O Cineteatro Florbela Espanca, em Vila Viçosa, recebe o 3.º Encontro Transfronteiriço de Arquivos, uma iniciativa que reúne profissionais, investigadores e entidades de Portugal e Espanha em torno do tema “Arquivos, trabalho colaborativo e transição digital”.
O Jornal ODigital.pt esteve na sessão de abertura e falou com Jorge Janeiro, subdiretor-geral do Livro, dos Arquivos e das Bibliotecas, que explicou que a escolha de Vila Viçosa resulta da ligação histórica e geográfica do concelho ao território raiano.

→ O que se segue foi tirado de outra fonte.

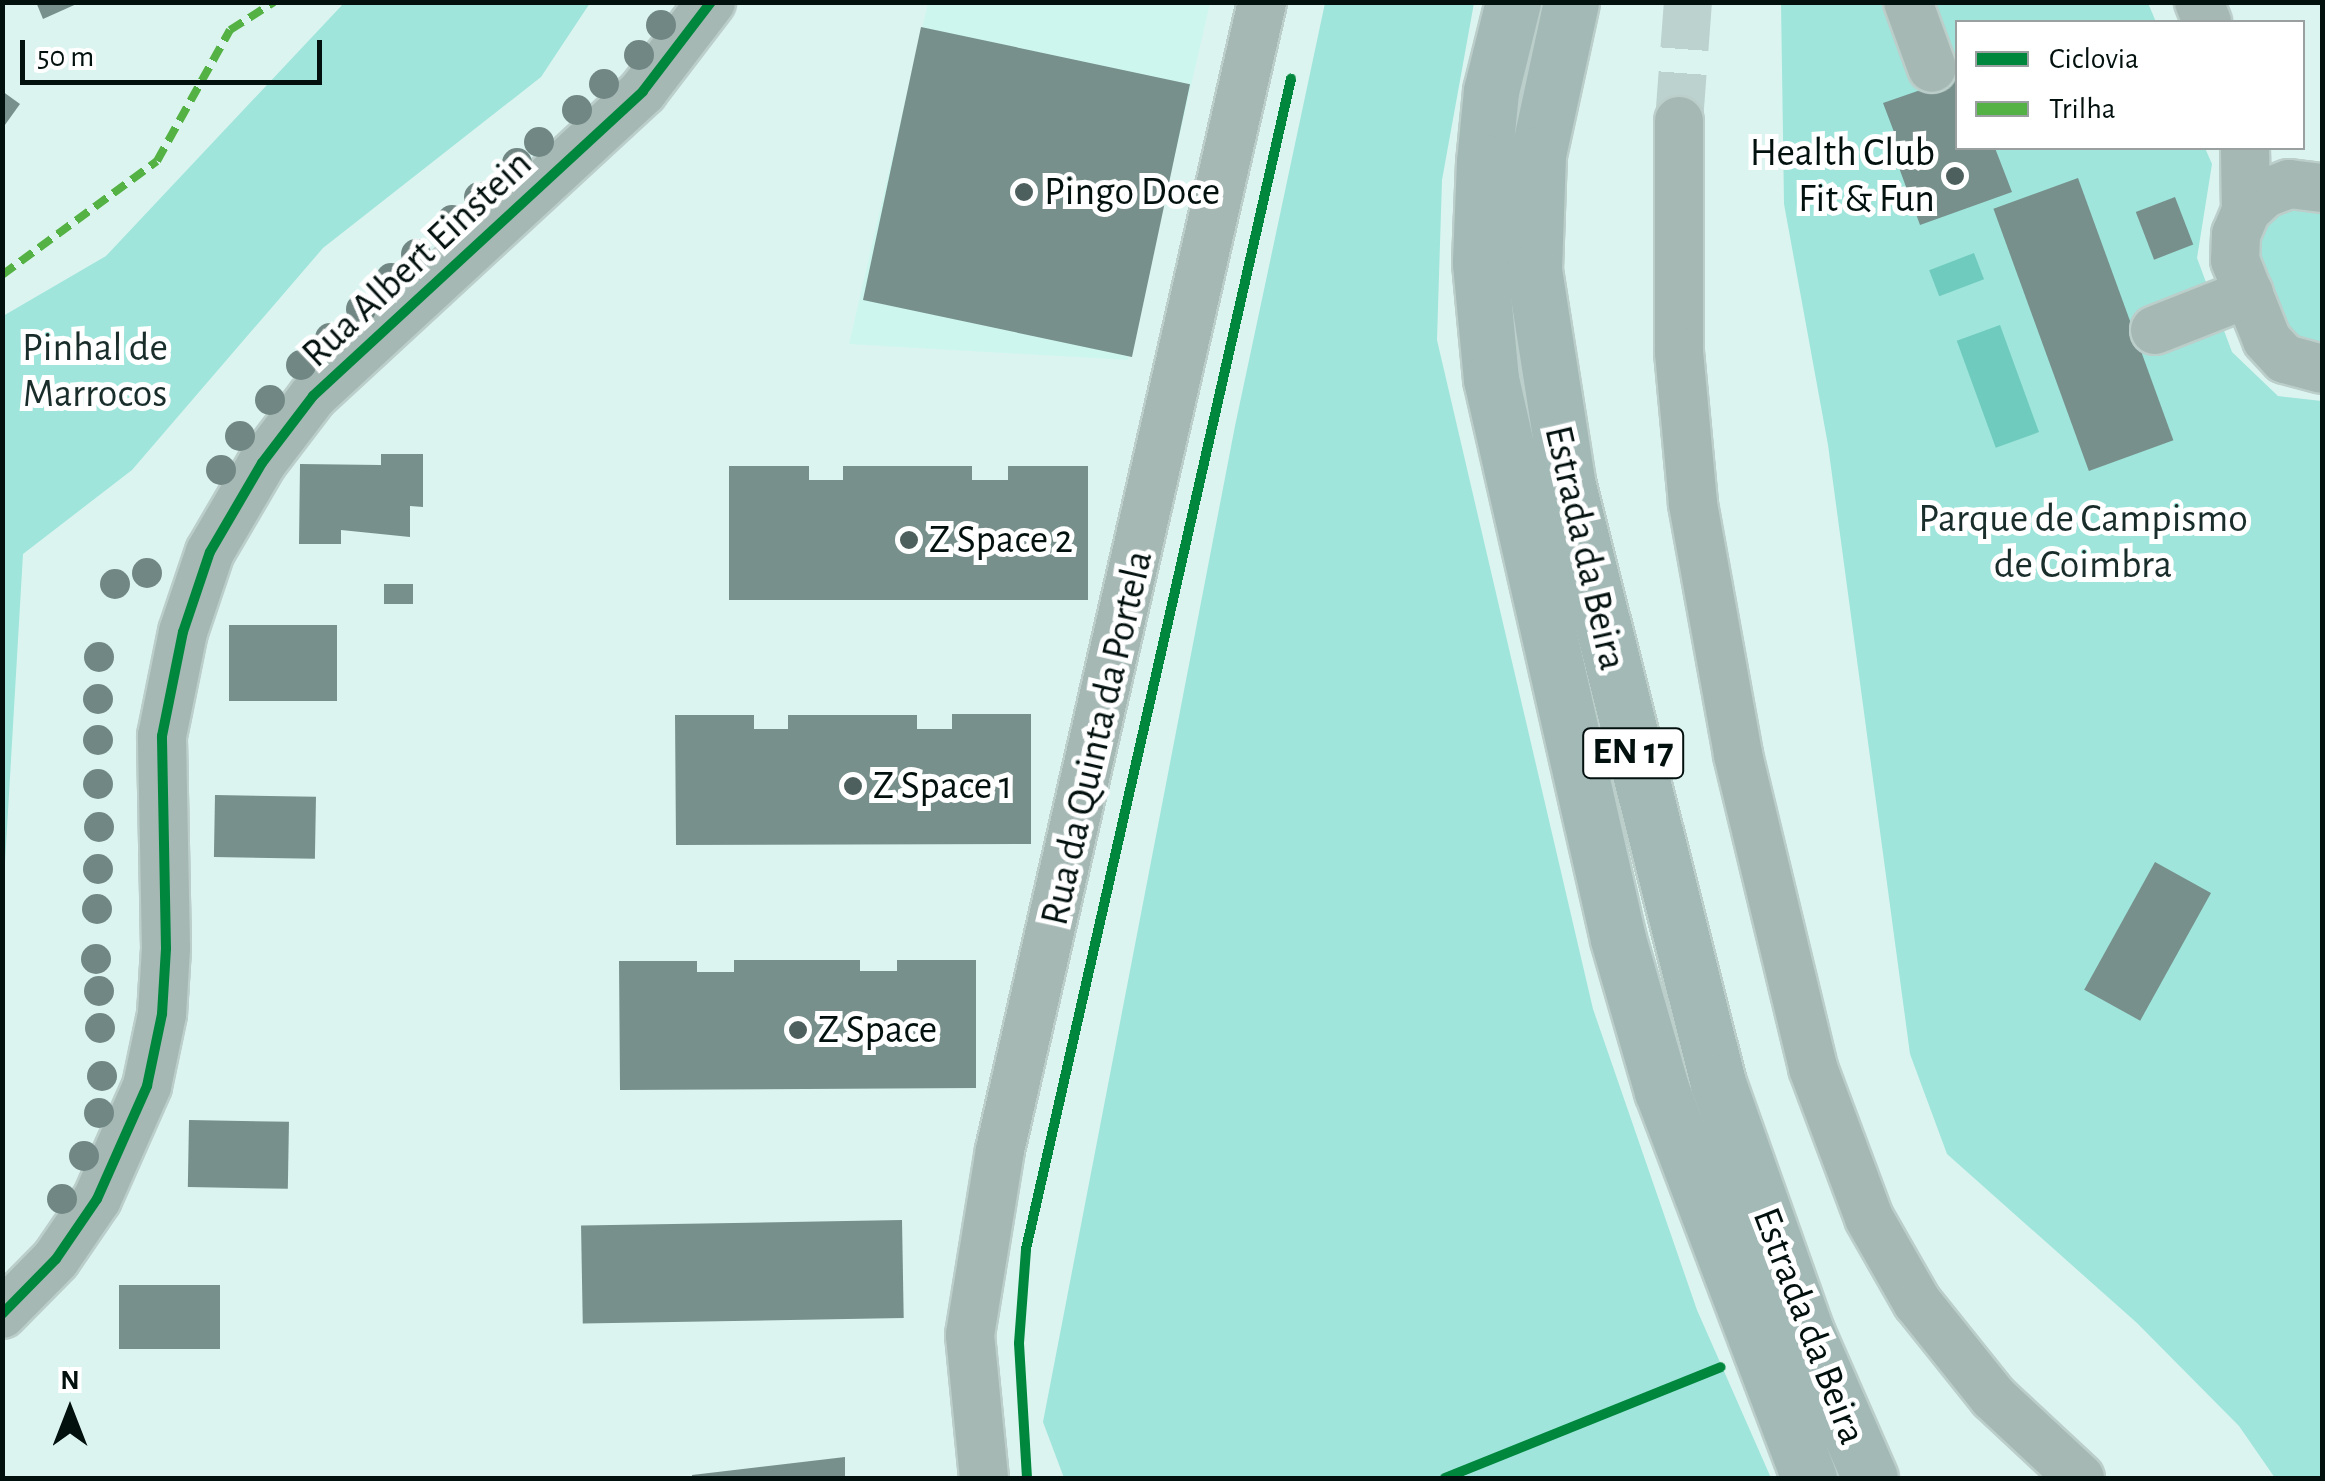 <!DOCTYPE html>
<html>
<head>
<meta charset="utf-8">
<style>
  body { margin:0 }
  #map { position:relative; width:2325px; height:1481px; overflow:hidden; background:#dcf4f0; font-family:"Alegreya Sans",sans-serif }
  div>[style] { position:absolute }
  .built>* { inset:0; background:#cdf6ef }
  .green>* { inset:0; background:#9fe5db }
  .water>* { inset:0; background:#6fcbbe; transform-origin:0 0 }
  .building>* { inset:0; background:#78908c; transform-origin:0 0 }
  .minor-tunnel>* { height:48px; margin-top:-24px; transform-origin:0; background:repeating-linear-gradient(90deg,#bbd2ce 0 48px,transparent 0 72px) }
  .roads { filter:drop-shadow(2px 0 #bbceca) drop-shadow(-2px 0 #bbceca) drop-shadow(0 2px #bbceca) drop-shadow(0 -2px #bbceca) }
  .minor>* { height:48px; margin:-24px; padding:0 24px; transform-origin:24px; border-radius:24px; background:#a5b8b4 }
  .major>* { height:55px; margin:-27.5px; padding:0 27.5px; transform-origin:27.5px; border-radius:27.5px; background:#a2b9b6 }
  .quiet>* { height:8px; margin-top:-4px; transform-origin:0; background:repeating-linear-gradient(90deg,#54b144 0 15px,transparent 0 23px) }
  .cycleway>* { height:10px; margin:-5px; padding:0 5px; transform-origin:5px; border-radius:5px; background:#00873e }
  .trees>* { width:30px; height:30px; margin:-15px; border-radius:50%; background:#718783 }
  .dots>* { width:28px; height:28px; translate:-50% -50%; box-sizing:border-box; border:5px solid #fff; border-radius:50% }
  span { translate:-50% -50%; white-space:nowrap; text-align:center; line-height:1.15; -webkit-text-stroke:10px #fff; paint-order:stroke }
  .shield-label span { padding:2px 8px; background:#fff; border:2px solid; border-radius:8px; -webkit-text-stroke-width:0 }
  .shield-label { font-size:38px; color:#02100e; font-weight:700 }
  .poi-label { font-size:40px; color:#02100e }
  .right { translate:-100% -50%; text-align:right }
  .left { translate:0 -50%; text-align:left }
  .street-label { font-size:40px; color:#02100e }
  .park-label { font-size:40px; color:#192d2a }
  .frame { position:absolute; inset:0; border:5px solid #02100e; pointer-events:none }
  .legend { position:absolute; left:1955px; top:20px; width:350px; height:130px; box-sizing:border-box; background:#fff; border:2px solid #9a9f9f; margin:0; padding:12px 18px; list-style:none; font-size:30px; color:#02100e }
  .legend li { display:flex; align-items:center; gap:20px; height:50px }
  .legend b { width:50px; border:2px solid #9a9f9f }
  .north { position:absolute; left:20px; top:1361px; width:100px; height:100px; -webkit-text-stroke:8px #fff; paint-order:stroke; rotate:0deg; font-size:28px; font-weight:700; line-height:40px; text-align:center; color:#02100e }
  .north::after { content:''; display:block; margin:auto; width:35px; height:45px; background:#02100e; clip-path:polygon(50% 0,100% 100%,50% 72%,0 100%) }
  .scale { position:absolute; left:20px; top:40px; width:302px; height:45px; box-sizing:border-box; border:5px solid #02100e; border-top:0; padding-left:12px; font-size:30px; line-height:35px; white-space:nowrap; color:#02100e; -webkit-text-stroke:8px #fff; paint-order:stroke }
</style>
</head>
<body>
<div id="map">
  <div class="built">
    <div style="clip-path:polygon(928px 3px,1210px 3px,1128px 360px,849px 344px)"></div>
  </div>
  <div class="green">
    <div style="clip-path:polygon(344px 3px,590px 3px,541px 77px,323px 248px,132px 470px,23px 554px,3px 897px,3px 316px,106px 256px)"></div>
    <div style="clip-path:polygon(1325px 3px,1474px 3px,1442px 180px,1437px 340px,1593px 1009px,1697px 1310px,1771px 1478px,1064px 1478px,1043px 1422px,1235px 426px)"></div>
    <div style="clip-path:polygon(1781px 3px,2148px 3px,2156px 22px,1958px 22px,1958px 148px,2205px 148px,2212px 164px,2197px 258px,2232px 352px,2278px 396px,2322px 401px,2322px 1478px,2275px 1478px,2239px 1426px,2137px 1323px,1947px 1154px,1910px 1054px,1828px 445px,1784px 204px)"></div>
    <div style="clip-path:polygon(2294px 206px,2322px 210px,2322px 346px,2295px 339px,2283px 326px,2256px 259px,2264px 225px)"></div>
  </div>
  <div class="water">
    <div style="left:1974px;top:253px;width:28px;height:48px;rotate:69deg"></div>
    <div style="left:2000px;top:325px;width:114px;height:46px;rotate:70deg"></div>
  </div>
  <div class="building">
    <div style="clip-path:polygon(36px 2px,81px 2px,43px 19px)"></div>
    <div style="left:921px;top:27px;width:275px;height:279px;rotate:12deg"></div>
    <div style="clip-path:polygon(1958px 77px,1958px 148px,1995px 148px,2012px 192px,1920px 225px,1887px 135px,1894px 132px,1883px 103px)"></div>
    <div style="clip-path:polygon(2px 91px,20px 104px,2px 129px)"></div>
    <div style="left:2078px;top:178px;width:279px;height:90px;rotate:70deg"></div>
    <div style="left:2175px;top:197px;width:51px;height:42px;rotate:69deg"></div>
    <div style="clip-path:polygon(381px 454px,423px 454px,423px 507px,410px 506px,410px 537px,341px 530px,341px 544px,299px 544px,300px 464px,381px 465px)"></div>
    <div style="clip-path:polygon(729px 466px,809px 466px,809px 480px,843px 480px,843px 466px,972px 466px,972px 480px,1008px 480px,1008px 466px,1088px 466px,1088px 600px,729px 600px)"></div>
    <div style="left:413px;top:584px;width:20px;height:29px;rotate:90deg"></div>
    <div style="left:229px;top:625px;width:108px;height:76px"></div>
    <div style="clip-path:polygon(952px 714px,1031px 714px,1031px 844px,676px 845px,675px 715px,754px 715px,754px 729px,788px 729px,788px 715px,917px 715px,917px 729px,952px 729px)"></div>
    <div style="left:215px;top:795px;width:101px;height:62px;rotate:1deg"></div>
    <div style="left:2155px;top:862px;width:64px;height:146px;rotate:29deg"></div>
    <div style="clip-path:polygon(734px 960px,860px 960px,860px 971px,897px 971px,897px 960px,976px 960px,976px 1088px,620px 1090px,619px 961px,697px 961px,697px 972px,734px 972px)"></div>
    <div style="left:189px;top:1120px;width:100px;height:67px;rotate:1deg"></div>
    <div style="left:902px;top:1220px;width:98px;height:321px;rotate:89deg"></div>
    <div style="left:220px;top:1285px;width:64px;height:101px;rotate:90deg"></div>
    <div style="clip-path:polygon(845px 1457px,845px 1478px,692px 1478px,692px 1475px)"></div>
  </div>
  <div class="minor-tunnel">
    <div style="left:1679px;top:121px;width:119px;rotate:-85.7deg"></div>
  </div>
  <div class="roads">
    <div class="minor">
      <div style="left:1908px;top:2px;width:70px;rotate:70deg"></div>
      <div style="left:2199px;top:2px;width:22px;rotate:68deg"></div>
      <div style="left:1679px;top:121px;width:231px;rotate:90deg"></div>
      <div style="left:1679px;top:352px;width:153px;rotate:84.7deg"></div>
      <div style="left:1693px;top:504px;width:255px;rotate:79.8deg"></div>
      <div style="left:1738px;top:755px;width:322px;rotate:76.5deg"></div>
      <div style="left:1813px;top:1068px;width:160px;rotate:69.5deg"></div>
      <div style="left:1869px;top:1218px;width:97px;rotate:60.3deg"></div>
      <div style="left:1917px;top:1302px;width:122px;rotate:51.3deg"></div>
      <div style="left:1993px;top:1397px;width:119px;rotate:43deg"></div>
      <div style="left:2245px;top:148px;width:63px;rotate:89.1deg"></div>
      <div style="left:2322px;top:188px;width:33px;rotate:-173deg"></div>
      <div style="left:2289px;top:184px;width:26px;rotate:159deg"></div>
      <div style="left:2265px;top:193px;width:26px;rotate:137deg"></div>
      <div style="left:2246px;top:211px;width:25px;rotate:113deg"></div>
      <div style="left:2236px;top:234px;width:26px;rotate:92deg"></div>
      <div style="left:2235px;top:260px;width:86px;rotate:68.2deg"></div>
      <div style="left:2267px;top:340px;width:26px;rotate:47deg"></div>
      <div style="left:2285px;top:359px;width:38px;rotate:15deg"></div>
      <div style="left:2155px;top:330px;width:101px;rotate:-21.5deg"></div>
      <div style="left:2px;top:1314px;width:77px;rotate:-45.5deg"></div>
      <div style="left:56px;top:1259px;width:73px;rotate:-55.7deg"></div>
      <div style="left:97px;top:1199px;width:124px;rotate:-66.1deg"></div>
      <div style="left:147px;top:1086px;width:74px;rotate:-78.2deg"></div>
      <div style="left:162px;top:1014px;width:66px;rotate:-86.5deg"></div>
      <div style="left:166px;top:948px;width:212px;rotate:-91.1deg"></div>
      <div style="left:162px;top:736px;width:106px;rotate:-78.6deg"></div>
      <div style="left:183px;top:632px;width:84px;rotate:-71.4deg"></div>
      <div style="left:210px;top:552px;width:103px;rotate:-59.7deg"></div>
      <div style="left:262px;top:463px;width:84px;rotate:-52.7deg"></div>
      <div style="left:313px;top:396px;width:449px;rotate:-42.7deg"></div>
      <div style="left:643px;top:91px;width:112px;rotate:-52.6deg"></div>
      <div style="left:984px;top:1478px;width:144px;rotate:-95.6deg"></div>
      <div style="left:970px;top:1335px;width:187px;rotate:-80.8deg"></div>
      <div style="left:1000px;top:1150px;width:1178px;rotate:-77.14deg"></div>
    </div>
    <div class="major">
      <div style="left:1513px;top:2px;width:92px;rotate:103.9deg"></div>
      <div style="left:1491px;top:91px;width:71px;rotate:95.6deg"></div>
      <div style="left:1484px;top:162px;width:101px;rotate:92.3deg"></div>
      <div style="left:1480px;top:263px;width:117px;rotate:84.6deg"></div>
      <div style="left:1491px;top:379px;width:574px;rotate:77.22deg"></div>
      <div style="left:1618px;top:939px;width:158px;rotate:73.9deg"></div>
      <div style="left:1662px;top:1091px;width:414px;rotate:69.2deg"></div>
      <div style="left:1571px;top:2px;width:156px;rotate:102.2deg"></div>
      <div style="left:1538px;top:154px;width:116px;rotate:92deg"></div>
      <div style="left:1534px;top:270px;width:219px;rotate:81.1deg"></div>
      <div style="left:1568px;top:486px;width:616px;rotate:75.9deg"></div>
      <div style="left:1718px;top:1083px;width:266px;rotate:70.5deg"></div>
      <div style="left:1807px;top:1334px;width:157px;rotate:66.4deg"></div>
    </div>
  </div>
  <div class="quiet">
    <div style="left:2px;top:275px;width:192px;rotate:-36.3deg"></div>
    <div style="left:157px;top:161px;width:150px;rotate:-60.9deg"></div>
    <div style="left:230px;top:30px;width:52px;rotate:-32.5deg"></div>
  </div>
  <div class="cycleway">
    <div style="left:2px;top:1314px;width:77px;rotate:-45.5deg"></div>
    <div style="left:56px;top:1259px;width:73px;rotate:-55.7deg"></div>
    <div style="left:97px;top:1199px;width:124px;rotate:-66.1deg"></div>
    <div style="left:147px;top:1086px;width:74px;rotate:-78.2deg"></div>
    <div style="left:162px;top:1014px;width:66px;rotate:-86.5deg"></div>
    <div style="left:166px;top:948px;width:212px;rotate:-91.1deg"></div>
    <div style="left:162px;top:736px;width:106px;rotate:-78.6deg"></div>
    <div style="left:183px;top:632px;width:84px;rotate:-71.4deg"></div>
    <div style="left:210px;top:552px;width:103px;rotate:-59.7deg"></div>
    <div style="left:262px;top:463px;width:84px;rotate:-52.7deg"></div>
    <div style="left:313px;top:396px;width:449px;rotate:-42.7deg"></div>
    <div style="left:643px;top:91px;width:112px;rotate:-52.6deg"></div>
    <div style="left:1027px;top:1478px;width:135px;rotate:-93.4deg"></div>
    <div style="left:1019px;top:1343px;width:94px;rotate:-85.7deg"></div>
    <div style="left:1026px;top:1249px;width:1200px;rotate:-77.24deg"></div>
    <div style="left:1445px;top:1478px;width:297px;rotate:-21.9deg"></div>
  </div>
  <div class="trees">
    <div style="left:661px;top:25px"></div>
    <div style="left:639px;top:55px"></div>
    <div style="left:604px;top:84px"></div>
    <div style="left:577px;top:110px"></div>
    <div style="left:539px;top:142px"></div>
    <div style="left:517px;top:163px"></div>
    <div style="left:479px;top:197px"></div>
    <div style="left:452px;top:220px"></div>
    <div style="left:416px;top:254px"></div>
    <div style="left:391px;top:278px"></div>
    <div style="left:361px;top:309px"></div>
    <div style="left:330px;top:338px"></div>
    <div style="left:301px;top:365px"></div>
    <div style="left:270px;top:400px"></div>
    <div style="left:240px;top:436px"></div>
    <div style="left:221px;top:470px"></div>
    <div style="left:147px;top:573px"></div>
    <div style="left:115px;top:584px"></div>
    <div style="left:99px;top:657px"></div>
    <div style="left:98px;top:699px"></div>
    <div style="left:98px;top:740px"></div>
    <div style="left:98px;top:784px"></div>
    <div style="left:99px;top:827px"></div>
    <div style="left:98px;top:869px"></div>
    <div style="left:97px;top:909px"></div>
    <div style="left:96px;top:959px"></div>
    <div style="left:99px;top:991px"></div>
    <div style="left:100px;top:1028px"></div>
    <div style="left:102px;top:1076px"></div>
    <div style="left:99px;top:1113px"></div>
    <div style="left:84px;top:1156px"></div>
    <div style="left:62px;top:1199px"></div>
  </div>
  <div class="dots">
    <div style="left:1955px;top:176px;background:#4e605d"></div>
    <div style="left:1024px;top:192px;background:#4e605d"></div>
    <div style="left:909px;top:540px;background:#4e605d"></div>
    <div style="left:853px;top:786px;background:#4e605d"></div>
    <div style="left:798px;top:1030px;background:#4e605d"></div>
  </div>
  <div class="shield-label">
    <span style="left:1633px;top:753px">EN 17</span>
  </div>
  <div class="poi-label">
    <span class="right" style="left:1935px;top:176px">Health Club<br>Fit &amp; Fun</span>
    <span class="left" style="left:1044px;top:192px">Pingo Doce</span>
    <span class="left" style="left:929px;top:540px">Z Space 2</span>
    <span class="left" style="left:873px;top:786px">Z Space 1</span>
    <span class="left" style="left:818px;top:1030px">Z Space</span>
  </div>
  <div class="street-label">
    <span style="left:417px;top:259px;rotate:-43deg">Rua Albert Einstein</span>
    <span style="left:1585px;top:548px;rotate:77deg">Estrada da Beira</span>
    <span style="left:1097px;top:738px;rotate:-77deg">Rua da Quinta da Portela</span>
    <span style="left:1809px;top:1326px;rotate:69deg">Estrada da Beira</span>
  </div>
  <div class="park-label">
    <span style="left:95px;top:371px">Pinhal de<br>Marrocos</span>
    <span style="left:2083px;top:542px">Parque de Campismo<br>de Coimbra</span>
  </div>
  <div class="frame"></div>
  <ul class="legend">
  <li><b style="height:12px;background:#00873e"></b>Ciclovia</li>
  <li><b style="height:12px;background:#54b144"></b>Trilha</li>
  </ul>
  <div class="north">N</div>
  <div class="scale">50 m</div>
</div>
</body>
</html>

“Depois de termos realizado o encontro em Huelva, em 2024, teríamos que fazer em Portugal. Vila Viçosa é uma terra raiana e, portanto, fazia todo o sentido fazer-se aqui este encontro”, afirmou Jorge Janeiro, destacando ainda as “tradições” e a “cultura bem portuguesa” do concelho, mas também os laços históricos com Espanha, nomeadamente com a Extremadura e a Andaluzia.
Cooperação entre Portugal e Espanha
Segundo Jorge Janeiro, o objetivo destes encontros passa por “partilhar conhecimentos, boas práticas, aprender em conjunto e, se possível, desenvolver projetos transfronteiriços”.
O responsável adiantou que já existem projetos em preparação, relacionados com documentação existente dos dois lados da fronteira. “Há muita documentação dos dois lados da fronteira que, sendo património de cada país, se refere a cidadãos, empresas e outras instituições dos dois países”, sublinhou.
Para o subdiretor-geral, trata-se de “um património comum que deve ser valorizado, deve ser conhecido e salvaguardado”, sendo essa uma das principais razões para a realização destes encontros.
Na sessão de abertura, Jorge Janeiro classificou o encontro de Vila Viçosa como “o exemplo da estreita cooperação transfronteiriça entre Portugal e Espanha”, com destaque para a ligação entre o Alentejo, através da Universidade de Évora e da Rede de Arquivos do Distrito de Évora, e a Andaluzia.
Arquivos são construídos todos os dias
Questionado sobre a forma como os arquivos são hoje vistos pela sociedade, Jorge Janeiro defendeu que “o arquivo é uma construção diária” e que deve refletir a sociedade no seu conjunto.
“Não há pessoas importantes e pessoas não importantes. Todos somos importantes e os arquivos devem refletir a sociedade no seu conjunto, como um espelho”, afirmou ao ODigital.pt.
O responsável destacou ainda que os arquivos devem garantir que as gerações futuras possam compreender o passado, mas também reconhecer o presente. “Se todos temos lugar na sociedade, se existimos, então os arquivos não devem fazer mais nada do que respeitar a existência da própria sociedade”, acrescentou.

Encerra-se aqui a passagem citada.